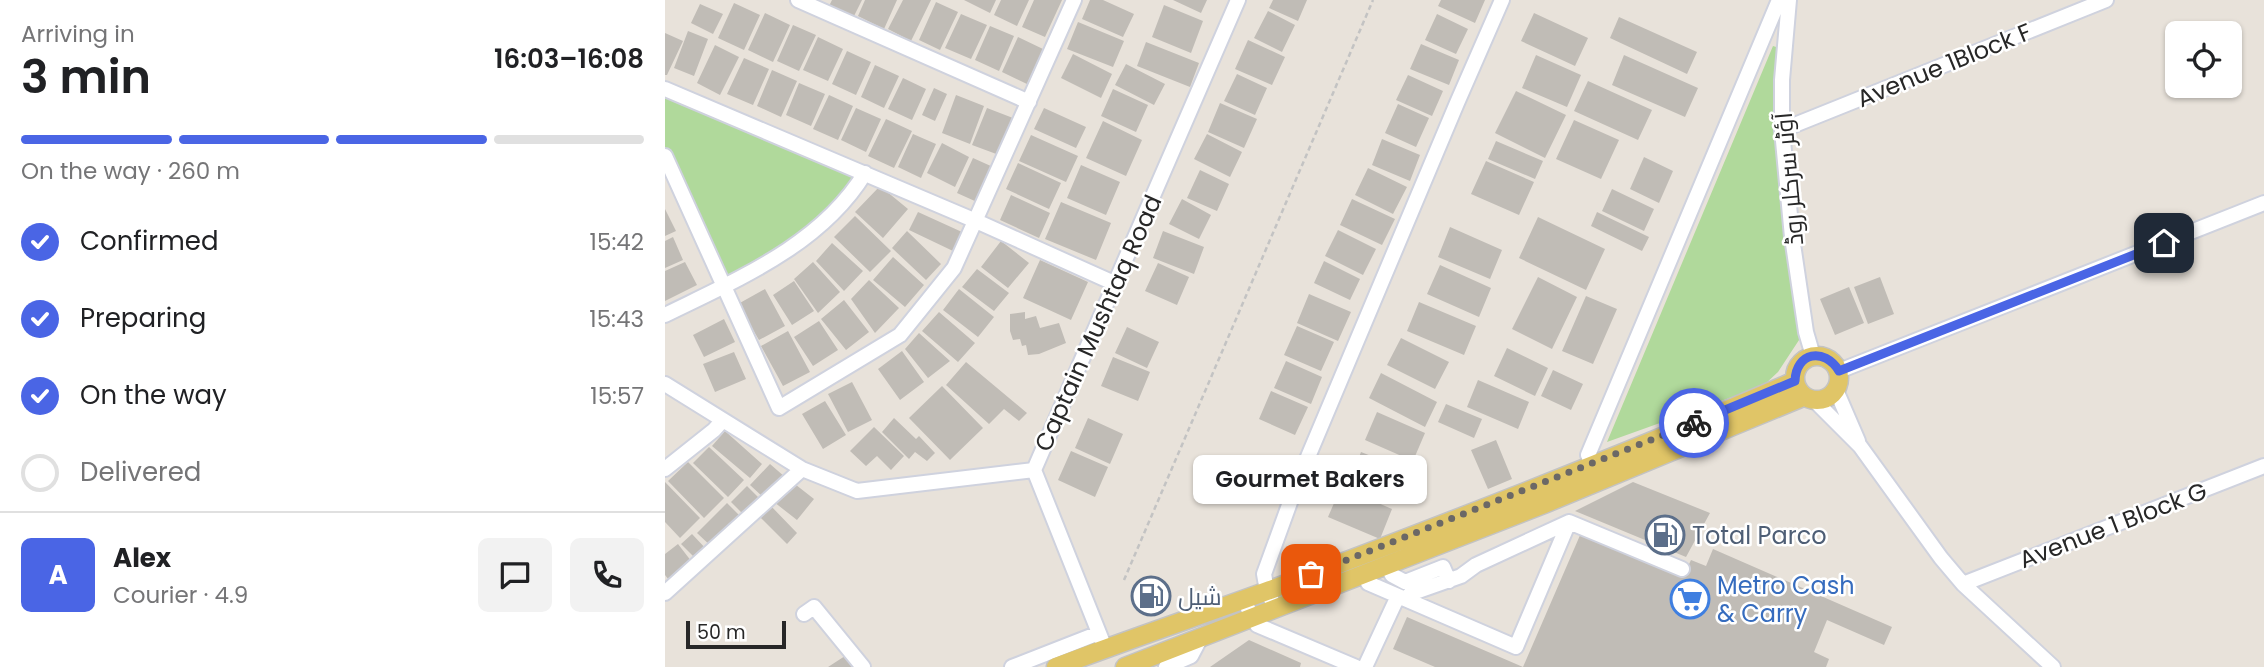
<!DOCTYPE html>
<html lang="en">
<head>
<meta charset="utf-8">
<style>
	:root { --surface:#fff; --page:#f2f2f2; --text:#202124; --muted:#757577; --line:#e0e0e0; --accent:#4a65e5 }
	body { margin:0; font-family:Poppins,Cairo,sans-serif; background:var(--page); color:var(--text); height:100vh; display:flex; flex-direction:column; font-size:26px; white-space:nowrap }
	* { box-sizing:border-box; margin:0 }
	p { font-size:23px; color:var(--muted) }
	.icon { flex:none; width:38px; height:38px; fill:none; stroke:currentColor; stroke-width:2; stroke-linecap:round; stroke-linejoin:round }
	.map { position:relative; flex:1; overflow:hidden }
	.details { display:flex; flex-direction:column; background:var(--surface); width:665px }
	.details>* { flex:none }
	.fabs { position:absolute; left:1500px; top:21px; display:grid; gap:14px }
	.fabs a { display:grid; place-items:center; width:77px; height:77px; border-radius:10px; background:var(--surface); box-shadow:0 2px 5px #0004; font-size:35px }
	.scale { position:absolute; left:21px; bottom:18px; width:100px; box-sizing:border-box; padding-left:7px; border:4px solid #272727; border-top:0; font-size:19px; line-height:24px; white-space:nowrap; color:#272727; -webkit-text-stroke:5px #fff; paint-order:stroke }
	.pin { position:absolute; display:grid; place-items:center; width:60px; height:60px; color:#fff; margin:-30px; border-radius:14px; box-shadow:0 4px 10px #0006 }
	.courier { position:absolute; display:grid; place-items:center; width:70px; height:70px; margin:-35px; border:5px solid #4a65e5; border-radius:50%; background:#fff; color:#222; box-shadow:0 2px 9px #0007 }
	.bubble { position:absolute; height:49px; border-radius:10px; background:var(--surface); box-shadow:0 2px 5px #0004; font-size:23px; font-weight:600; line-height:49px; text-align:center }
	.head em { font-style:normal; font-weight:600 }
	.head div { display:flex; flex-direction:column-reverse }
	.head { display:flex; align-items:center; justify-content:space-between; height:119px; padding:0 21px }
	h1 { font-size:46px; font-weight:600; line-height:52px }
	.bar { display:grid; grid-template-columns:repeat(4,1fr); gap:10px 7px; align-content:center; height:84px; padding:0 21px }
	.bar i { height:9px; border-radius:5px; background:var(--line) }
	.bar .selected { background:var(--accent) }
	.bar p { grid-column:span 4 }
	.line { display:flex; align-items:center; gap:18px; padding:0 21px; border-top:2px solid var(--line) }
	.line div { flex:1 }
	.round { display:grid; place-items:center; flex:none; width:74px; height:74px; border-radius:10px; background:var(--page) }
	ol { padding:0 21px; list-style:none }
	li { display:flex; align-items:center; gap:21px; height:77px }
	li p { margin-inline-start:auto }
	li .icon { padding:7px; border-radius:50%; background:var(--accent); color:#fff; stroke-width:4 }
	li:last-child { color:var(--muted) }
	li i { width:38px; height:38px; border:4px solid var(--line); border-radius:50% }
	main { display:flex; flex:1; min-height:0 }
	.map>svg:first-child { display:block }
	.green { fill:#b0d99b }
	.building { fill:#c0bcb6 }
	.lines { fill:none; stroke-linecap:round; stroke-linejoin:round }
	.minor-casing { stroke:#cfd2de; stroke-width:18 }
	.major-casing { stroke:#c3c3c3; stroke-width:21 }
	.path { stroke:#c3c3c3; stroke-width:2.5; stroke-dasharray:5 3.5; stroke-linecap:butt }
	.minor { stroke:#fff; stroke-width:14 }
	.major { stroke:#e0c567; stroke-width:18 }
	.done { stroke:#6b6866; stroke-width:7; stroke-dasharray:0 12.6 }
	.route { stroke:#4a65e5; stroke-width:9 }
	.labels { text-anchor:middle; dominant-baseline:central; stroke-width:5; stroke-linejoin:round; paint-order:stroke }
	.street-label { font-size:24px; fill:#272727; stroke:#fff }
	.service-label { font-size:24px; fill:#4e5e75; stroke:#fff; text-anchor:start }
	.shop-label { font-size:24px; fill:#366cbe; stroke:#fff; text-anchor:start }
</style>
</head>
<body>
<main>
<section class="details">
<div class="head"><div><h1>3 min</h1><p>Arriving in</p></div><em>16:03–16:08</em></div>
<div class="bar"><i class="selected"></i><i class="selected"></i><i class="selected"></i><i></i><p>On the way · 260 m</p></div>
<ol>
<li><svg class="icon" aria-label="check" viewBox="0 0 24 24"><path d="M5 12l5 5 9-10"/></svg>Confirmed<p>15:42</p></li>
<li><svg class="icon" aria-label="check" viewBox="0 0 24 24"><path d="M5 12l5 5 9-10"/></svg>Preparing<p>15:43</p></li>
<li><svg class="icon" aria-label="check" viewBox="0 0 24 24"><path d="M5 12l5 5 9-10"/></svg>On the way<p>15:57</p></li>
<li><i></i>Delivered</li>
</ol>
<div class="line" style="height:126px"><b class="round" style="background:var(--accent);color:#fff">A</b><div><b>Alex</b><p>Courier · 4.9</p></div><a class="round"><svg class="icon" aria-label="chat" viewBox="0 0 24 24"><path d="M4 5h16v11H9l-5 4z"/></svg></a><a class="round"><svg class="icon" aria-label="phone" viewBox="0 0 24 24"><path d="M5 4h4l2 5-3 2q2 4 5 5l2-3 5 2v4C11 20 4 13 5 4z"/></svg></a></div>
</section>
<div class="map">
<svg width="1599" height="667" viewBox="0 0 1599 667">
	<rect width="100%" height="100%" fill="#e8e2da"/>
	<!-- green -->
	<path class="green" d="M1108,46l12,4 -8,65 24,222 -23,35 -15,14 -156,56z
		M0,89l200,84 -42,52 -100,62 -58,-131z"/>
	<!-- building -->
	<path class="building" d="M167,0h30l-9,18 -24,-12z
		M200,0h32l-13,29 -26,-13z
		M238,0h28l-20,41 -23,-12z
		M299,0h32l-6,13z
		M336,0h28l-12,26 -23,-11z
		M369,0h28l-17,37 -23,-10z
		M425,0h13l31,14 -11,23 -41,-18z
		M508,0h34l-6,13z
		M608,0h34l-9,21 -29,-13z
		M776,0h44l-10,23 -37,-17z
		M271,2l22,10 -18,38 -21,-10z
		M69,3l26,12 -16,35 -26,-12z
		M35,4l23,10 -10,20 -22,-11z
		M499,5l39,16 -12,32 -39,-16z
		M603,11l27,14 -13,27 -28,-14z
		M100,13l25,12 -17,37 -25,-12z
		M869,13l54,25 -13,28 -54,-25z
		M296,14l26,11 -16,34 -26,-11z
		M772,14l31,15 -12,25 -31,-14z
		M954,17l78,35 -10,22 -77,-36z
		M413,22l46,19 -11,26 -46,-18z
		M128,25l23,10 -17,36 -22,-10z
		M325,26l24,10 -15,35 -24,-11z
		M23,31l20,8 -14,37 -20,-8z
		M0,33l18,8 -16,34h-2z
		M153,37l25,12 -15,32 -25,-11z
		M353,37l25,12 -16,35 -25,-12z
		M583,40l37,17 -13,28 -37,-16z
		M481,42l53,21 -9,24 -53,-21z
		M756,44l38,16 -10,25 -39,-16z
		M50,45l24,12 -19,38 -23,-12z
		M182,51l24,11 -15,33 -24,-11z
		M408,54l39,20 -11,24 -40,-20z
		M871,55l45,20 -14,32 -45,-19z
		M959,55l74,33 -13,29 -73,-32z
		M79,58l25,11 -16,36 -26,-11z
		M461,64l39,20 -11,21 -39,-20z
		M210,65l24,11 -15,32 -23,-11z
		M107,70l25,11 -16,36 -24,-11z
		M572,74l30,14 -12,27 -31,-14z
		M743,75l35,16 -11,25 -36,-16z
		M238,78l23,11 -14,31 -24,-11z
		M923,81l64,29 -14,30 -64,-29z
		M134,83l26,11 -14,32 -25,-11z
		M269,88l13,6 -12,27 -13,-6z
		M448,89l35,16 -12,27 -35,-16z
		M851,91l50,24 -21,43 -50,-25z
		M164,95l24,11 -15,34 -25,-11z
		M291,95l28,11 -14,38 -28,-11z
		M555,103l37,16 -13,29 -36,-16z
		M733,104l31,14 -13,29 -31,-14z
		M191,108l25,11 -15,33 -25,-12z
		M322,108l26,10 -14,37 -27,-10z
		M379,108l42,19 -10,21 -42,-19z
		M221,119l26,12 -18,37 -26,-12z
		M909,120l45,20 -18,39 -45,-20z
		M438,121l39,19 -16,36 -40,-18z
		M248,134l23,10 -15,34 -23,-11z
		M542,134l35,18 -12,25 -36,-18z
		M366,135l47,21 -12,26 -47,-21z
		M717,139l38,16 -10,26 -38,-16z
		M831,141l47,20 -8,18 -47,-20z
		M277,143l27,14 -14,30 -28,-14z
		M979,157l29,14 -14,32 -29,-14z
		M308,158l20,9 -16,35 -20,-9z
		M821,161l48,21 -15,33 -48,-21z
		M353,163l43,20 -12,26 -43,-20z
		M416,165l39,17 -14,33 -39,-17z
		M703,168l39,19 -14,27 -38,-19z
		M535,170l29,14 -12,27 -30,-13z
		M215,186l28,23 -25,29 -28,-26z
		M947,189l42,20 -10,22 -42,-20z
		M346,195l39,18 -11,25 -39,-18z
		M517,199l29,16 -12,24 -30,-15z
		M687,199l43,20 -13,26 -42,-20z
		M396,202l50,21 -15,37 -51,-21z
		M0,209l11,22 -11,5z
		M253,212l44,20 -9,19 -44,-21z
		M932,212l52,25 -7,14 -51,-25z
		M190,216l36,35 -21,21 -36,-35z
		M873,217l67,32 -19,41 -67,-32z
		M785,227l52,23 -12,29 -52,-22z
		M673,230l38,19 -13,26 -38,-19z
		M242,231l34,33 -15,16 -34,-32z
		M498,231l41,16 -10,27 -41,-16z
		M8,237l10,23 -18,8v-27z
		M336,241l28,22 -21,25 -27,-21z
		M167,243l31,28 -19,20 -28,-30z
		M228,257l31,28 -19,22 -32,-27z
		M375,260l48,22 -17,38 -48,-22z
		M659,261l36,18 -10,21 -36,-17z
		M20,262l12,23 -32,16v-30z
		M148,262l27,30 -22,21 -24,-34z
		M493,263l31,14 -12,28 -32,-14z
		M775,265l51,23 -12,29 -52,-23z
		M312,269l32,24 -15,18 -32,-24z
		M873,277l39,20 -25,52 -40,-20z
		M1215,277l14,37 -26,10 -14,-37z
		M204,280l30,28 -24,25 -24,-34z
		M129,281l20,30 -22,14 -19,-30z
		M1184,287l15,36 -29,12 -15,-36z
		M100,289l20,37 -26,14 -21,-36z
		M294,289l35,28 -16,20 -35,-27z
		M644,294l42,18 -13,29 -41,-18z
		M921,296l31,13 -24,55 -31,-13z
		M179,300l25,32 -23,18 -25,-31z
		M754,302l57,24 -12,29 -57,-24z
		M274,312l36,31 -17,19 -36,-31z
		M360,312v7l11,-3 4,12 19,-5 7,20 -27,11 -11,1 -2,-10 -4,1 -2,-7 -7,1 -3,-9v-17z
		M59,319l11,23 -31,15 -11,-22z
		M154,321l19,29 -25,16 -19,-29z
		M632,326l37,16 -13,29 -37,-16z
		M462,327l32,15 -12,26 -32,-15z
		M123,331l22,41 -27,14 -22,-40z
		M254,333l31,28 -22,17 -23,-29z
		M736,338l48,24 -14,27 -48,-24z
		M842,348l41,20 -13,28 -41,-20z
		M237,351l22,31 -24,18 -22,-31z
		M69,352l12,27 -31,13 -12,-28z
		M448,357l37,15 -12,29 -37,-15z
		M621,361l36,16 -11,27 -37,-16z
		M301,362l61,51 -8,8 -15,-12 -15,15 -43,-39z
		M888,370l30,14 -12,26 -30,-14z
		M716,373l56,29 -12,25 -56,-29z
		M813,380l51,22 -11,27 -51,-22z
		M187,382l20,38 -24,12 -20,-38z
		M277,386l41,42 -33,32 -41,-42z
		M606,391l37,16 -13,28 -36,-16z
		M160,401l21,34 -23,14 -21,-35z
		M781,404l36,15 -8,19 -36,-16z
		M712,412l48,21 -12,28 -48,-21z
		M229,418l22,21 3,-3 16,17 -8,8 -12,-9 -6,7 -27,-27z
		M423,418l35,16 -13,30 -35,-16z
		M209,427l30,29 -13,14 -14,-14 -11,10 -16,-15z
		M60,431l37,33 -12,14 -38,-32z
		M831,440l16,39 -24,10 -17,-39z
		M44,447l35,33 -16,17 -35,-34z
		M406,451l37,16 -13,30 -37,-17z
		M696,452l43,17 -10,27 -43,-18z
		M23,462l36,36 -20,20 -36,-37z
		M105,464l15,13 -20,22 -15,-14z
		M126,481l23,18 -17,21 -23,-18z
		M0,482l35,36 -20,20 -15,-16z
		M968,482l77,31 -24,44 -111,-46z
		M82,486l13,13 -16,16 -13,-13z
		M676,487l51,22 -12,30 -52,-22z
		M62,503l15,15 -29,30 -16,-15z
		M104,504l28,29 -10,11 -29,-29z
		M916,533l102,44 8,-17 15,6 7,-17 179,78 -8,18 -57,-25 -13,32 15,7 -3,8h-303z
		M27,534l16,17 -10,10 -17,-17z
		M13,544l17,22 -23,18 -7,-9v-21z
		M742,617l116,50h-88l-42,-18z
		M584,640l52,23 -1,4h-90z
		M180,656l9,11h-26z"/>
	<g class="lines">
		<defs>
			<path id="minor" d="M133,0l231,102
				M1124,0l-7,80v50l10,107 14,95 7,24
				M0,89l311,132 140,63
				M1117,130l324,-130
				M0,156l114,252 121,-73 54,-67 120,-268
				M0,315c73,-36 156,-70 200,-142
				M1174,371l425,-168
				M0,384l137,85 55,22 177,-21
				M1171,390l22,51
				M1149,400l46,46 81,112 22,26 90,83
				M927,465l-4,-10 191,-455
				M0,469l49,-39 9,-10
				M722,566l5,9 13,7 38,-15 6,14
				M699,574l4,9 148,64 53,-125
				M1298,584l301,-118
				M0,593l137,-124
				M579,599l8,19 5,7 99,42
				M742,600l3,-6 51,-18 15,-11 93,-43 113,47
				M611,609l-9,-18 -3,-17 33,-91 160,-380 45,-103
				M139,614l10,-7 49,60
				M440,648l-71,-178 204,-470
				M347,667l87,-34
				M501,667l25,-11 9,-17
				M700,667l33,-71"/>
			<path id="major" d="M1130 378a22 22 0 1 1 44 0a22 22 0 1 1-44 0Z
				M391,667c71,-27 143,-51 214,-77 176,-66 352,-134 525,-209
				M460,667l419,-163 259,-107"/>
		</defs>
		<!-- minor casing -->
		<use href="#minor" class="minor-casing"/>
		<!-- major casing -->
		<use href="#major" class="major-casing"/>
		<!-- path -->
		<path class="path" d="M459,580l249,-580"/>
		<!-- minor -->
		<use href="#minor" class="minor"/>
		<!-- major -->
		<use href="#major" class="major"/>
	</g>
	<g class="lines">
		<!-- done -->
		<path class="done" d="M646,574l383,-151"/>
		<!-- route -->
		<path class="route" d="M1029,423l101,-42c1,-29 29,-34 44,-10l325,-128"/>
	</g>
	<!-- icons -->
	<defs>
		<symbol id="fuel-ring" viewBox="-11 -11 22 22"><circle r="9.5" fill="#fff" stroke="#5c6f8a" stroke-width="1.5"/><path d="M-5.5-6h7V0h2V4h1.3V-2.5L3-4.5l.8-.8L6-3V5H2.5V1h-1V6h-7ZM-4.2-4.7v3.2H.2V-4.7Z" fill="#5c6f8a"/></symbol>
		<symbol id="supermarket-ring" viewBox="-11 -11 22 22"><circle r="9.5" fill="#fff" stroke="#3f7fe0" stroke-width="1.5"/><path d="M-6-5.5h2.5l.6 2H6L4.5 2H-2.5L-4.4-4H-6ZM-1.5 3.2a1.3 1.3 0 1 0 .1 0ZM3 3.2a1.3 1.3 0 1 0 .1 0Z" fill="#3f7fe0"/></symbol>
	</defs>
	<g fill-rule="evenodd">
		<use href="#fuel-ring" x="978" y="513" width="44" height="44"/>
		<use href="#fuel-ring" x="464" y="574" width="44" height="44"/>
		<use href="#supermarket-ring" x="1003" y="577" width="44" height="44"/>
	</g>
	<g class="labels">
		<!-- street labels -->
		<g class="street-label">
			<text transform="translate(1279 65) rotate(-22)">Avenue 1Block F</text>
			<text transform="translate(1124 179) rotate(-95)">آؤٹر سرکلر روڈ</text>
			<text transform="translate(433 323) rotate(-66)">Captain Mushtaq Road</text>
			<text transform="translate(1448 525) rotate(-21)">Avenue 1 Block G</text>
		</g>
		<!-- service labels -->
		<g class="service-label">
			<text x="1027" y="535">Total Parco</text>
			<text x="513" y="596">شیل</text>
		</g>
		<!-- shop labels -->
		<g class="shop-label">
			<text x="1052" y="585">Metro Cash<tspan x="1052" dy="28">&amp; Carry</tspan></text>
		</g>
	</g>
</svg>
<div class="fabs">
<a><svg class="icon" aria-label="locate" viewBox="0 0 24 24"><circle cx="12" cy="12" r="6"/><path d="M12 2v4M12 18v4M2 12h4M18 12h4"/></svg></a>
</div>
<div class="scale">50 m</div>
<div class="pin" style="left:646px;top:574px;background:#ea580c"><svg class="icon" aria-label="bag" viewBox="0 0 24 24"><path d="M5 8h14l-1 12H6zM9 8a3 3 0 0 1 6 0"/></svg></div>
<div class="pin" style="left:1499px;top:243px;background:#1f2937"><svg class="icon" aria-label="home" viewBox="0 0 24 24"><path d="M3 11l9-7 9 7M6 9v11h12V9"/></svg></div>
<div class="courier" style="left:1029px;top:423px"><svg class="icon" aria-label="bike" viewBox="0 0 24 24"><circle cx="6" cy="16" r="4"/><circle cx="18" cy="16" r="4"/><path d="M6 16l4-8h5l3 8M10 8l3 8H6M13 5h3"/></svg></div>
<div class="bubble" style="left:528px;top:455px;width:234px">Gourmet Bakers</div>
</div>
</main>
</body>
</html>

###

Go through the records above and return each line in which the word "align" occurs.

	.bubble { position:absolute; height:49px; border-radius:10px; background:var(--surface); box-shadow:0 2px 5px #0004; font-size:23px; font-weight:600; line-height:49px; text-align:center }
	.head { display:flex; align-items:center; justify-content:space-between; height:119px; padding:0 21px }
	.bar { display:grid; grid-template-columns:repeat(4,1fr); gap:10px 7px; align-content:center; height:84px; padding:0 21px }
	.line { display:flex; align-items:center; gap:18px; padding:0 21px; border-top:2px solid var(--line) }
	li { display:flex; align-items:center; gap:21px; height:77px }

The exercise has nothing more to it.